# Amitriptyline high?



## delphinen

Well, I have _lots_ of these 75 mg Amitriptyline pills. Honestly, I bought so much of this thing because I was gonna do the "amitriptyline coktail". 

Besides this im a benzo and an opiate addict. I can get benzos pretty easily, but opioids are more difficult and expensive; anyway, im on Tramadol, Codeine, or Hydrocodone whenever I can.
Since the day I had all ready to CTB, everything became a little better.

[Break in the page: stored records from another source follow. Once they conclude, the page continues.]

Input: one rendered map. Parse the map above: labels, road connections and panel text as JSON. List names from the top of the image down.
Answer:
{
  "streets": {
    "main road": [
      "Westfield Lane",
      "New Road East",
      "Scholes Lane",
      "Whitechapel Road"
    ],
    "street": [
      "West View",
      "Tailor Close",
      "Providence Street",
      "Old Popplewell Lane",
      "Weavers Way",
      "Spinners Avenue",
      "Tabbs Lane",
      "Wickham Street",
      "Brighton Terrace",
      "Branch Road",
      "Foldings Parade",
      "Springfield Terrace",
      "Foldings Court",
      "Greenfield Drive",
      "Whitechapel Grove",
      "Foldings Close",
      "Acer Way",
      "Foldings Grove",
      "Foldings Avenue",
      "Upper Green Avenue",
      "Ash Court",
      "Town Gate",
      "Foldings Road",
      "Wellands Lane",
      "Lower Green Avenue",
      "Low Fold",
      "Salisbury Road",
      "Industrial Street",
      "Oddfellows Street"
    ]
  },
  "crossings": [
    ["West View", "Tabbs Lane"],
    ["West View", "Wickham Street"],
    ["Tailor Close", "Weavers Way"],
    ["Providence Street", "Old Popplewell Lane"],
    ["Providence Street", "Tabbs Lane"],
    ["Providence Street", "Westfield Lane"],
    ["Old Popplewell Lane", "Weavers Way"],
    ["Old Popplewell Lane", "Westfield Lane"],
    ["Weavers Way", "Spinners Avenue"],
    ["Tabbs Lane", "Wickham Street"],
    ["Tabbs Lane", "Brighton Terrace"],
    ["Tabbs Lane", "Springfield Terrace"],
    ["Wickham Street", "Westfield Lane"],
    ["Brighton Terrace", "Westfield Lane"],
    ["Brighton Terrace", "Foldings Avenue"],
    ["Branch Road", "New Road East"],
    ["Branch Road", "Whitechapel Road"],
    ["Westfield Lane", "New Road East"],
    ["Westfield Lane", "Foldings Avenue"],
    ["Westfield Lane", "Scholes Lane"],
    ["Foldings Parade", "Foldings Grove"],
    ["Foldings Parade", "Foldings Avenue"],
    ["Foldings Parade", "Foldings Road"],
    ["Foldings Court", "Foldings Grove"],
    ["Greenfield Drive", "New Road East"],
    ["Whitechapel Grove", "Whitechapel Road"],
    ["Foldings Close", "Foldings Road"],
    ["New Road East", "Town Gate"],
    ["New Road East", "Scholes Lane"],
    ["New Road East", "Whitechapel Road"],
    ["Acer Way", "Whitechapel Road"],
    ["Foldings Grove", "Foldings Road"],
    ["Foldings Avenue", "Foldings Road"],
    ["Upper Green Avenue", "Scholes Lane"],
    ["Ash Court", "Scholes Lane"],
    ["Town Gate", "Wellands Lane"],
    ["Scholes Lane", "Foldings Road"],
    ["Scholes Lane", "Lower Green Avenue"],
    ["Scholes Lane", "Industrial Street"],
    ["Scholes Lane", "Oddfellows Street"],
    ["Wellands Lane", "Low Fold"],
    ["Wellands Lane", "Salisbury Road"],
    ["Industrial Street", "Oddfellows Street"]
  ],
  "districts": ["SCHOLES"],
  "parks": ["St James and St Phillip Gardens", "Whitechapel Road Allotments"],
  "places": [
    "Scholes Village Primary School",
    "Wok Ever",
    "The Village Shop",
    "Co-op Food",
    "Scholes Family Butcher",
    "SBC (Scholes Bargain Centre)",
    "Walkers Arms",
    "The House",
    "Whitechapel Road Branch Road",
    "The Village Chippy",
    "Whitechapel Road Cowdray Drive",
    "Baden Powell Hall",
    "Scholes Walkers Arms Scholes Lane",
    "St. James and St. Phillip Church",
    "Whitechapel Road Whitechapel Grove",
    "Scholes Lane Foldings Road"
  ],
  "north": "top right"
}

Being an opiate addict, and having a suicidal mind, I tried one of these of 25mg pills first, just because the molecule reminded me of Hydrocodone. Yes, im an idiot.
After some minutes I felt a liiiiitle improved mood. So I didnt care for the drug very much because everyone said on the internet that it was dangerous (but I bought them in order to die so,,(???)) well, so I didnt care and went for the 75 mg. Definitely improved mood.

Next day I combined 2 caffeine pills, a red bull, and and an Ami (I will call it like that from now). I felt veery euphoric and speedy, and happy too. Also felt some kind of pleasure from the body.... could this drug REMOTELY bind to SOME mu receptor?

Oh, and for  some reason every time I take this drug, my eyes gets blurred and the letters and things moves by itself like on LSD.

anyway, I wanted to know if someone tried large doses (250+) of this drug, and how they felt.
One last thing, everytime I take a pill, I take it it whit a Lorazepam to avoid seizures.


----------



## pilldout

I don't know, I was given them to help me go to sleep.

I was told they can be used as a mild anti-depressant, but they also can have a sedative effect.  They didn't have much effect at all, I found them pretty useless.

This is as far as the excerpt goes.